Problem details
When a line of the listing below has the string "Input" in it, copy that line.
(Provided entries)
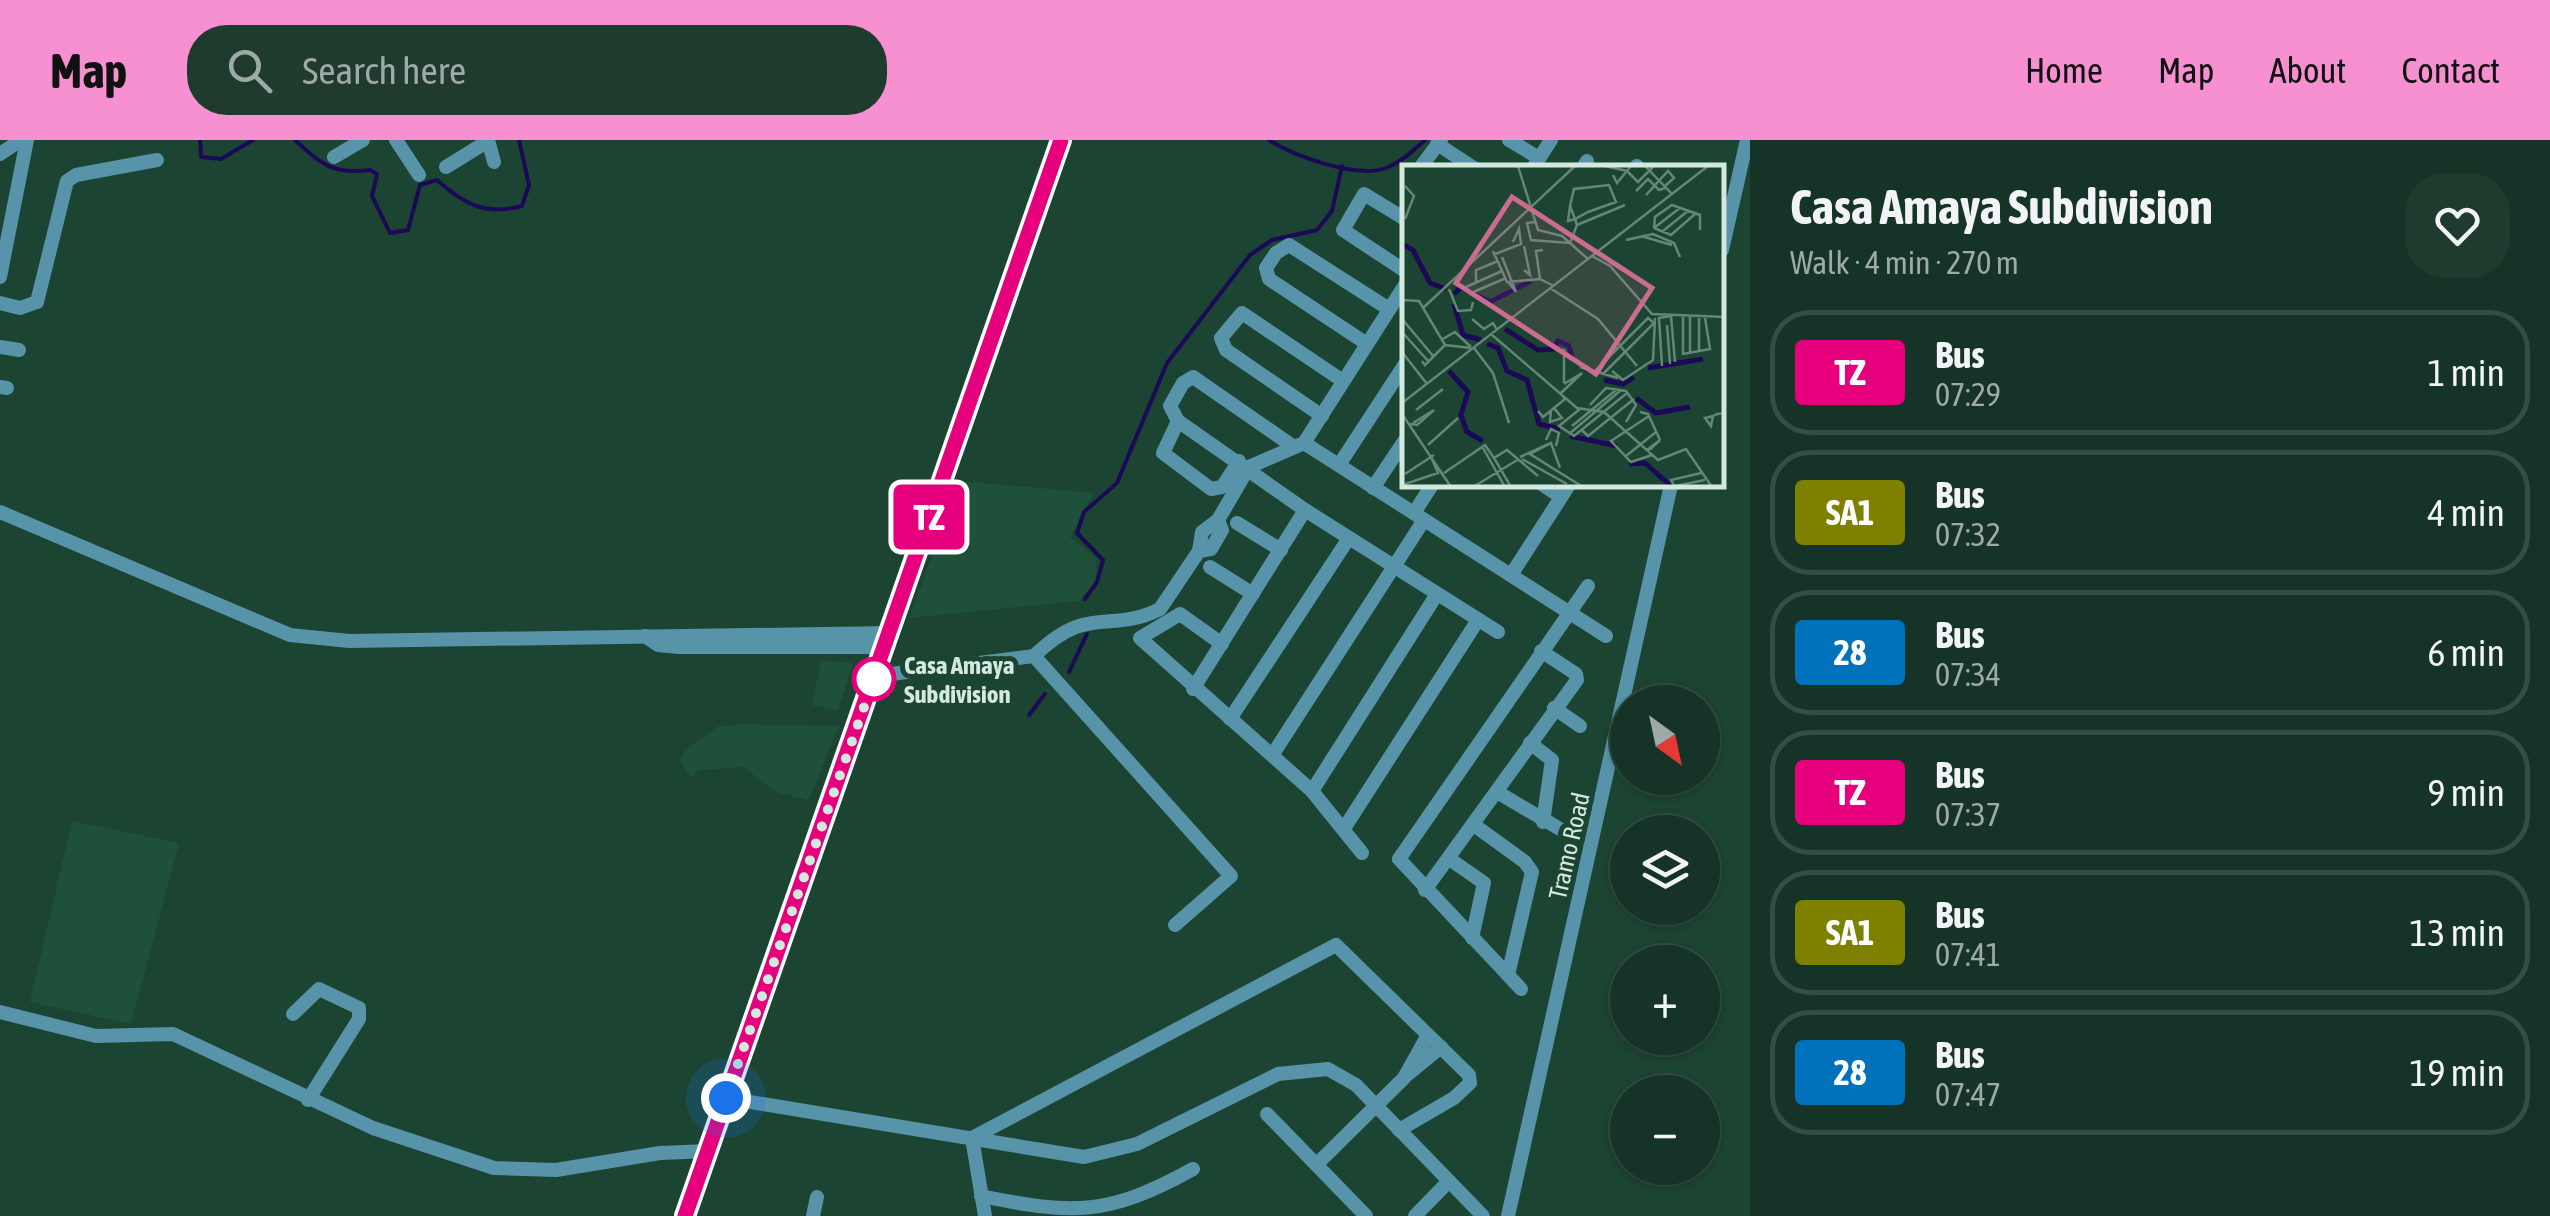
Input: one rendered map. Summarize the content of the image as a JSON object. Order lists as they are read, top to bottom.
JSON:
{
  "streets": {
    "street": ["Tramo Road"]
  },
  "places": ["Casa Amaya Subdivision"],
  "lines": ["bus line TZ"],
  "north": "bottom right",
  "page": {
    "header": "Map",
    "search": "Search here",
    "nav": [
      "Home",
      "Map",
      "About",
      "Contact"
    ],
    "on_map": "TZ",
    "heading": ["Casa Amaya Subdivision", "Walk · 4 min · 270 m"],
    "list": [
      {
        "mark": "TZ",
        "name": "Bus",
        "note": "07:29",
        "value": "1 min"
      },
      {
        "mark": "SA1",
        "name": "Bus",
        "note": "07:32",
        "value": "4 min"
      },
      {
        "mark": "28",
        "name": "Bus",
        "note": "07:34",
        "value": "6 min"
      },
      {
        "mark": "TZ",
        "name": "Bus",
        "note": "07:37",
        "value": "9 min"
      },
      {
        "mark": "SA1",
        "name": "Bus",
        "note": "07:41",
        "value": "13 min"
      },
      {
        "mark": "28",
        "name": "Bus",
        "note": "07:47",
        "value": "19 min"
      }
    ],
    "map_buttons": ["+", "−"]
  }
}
(End Provided entries)
(Provided entries)
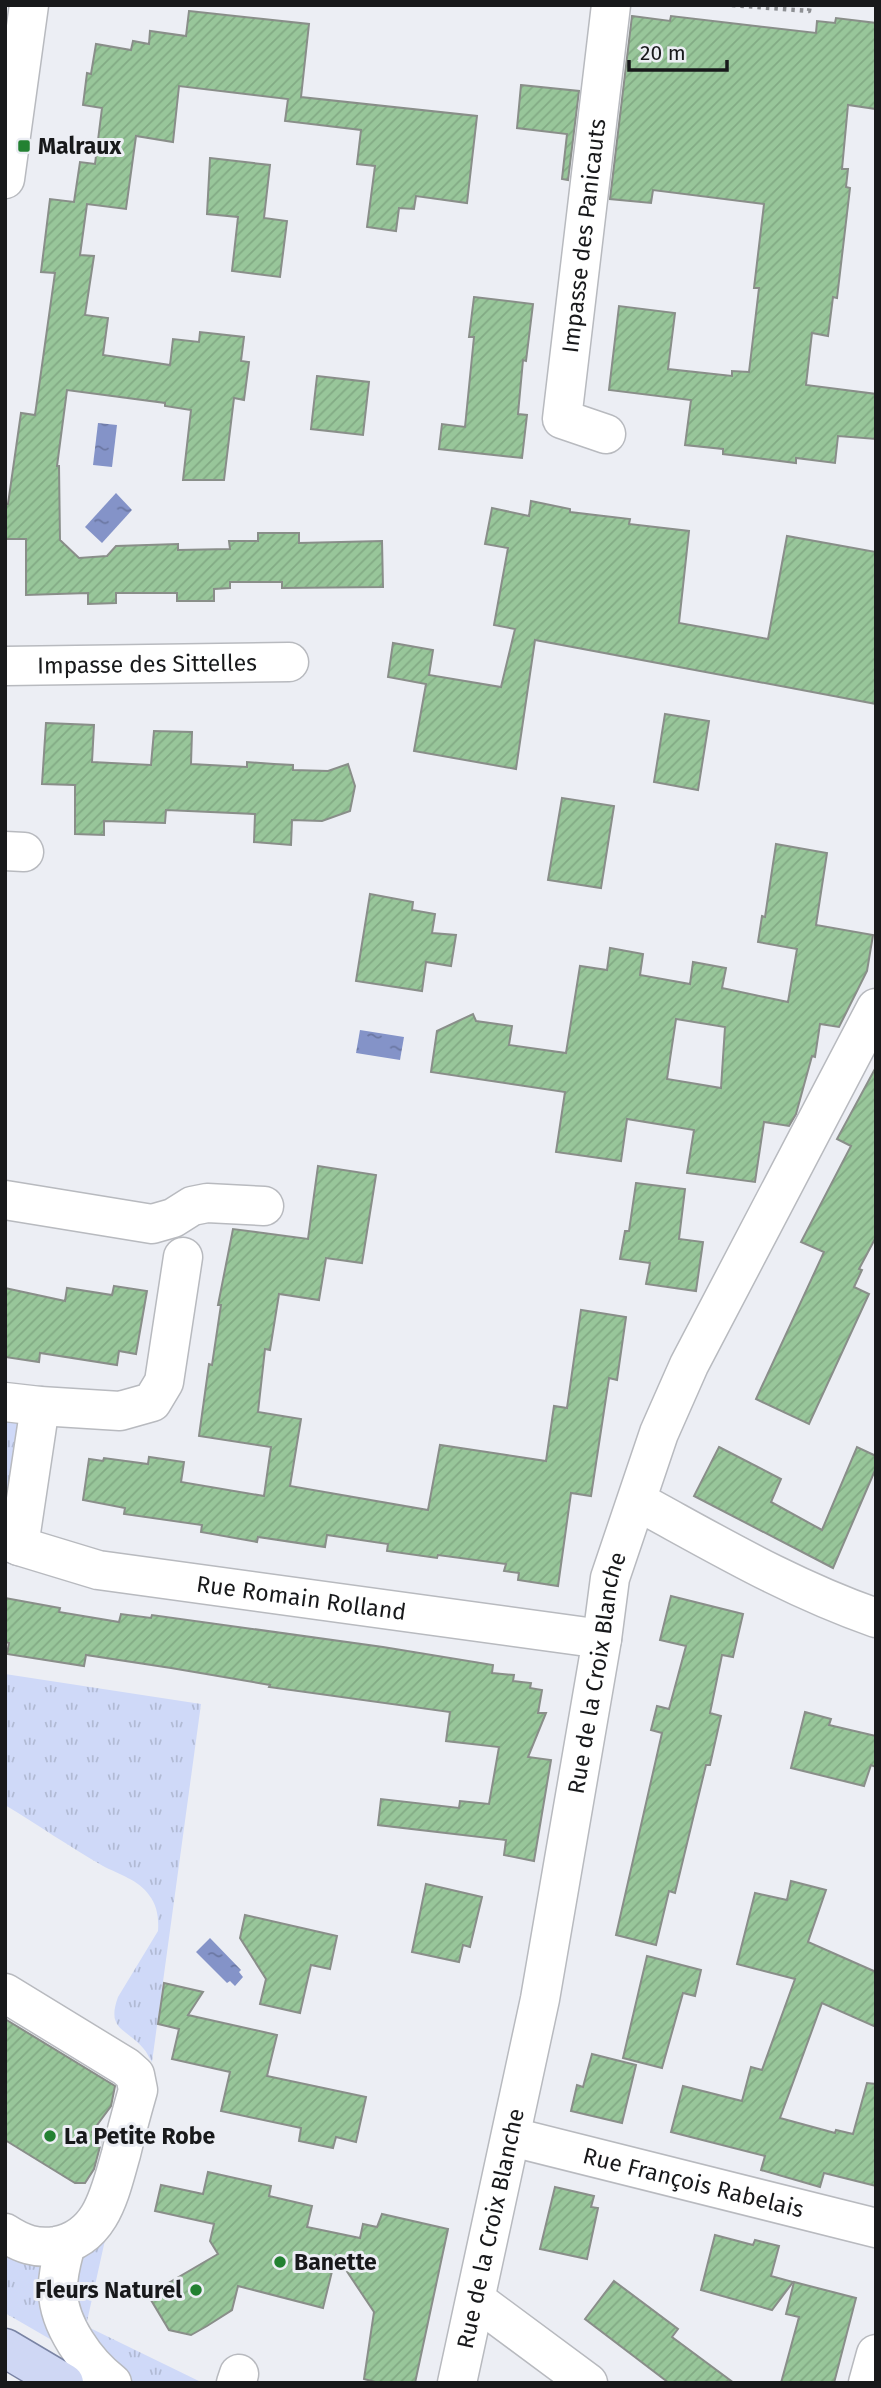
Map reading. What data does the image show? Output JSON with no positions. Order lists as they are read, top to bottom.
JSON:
(End Provided entries)
(Provided entries)
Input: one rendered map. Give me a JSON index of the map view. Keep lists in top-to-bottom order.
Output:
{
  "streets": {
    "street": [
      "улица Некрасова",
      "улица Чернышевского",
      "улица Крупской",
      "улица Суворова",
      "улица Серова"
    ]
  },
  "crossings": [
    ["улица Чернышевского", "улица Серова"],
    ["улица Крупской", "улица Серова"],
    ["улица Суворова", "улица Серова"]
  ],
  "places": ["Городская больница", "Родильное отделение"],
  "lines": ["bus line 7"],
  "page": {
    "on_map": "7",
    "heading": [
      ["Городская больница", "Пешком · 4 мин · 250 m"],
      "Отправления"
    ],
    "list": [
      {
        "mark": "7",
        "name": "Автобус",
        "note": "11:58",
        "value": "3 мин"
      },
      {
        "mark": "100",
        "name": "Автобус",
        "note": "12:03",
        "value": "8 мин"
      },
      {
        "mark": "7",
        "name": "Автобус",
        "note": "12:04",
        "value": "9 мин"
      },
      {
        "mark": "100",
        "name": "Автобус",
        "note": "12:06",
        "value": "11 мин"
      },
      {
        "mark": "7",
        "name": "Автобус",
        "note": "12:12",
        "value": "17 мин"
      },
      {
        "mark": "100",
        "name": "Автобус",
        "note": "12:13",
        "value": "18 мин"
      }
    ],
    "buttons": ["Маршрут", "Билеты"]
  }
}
(End Provided entries)
Solution to the exercise
Input: one rendered map. Summarize the content of the image as a JSON object. Order lists as they are read, top to bottom.
Input: one rendered map. Give me a JSON index of the map view. Keep lists in top-to-bottom order.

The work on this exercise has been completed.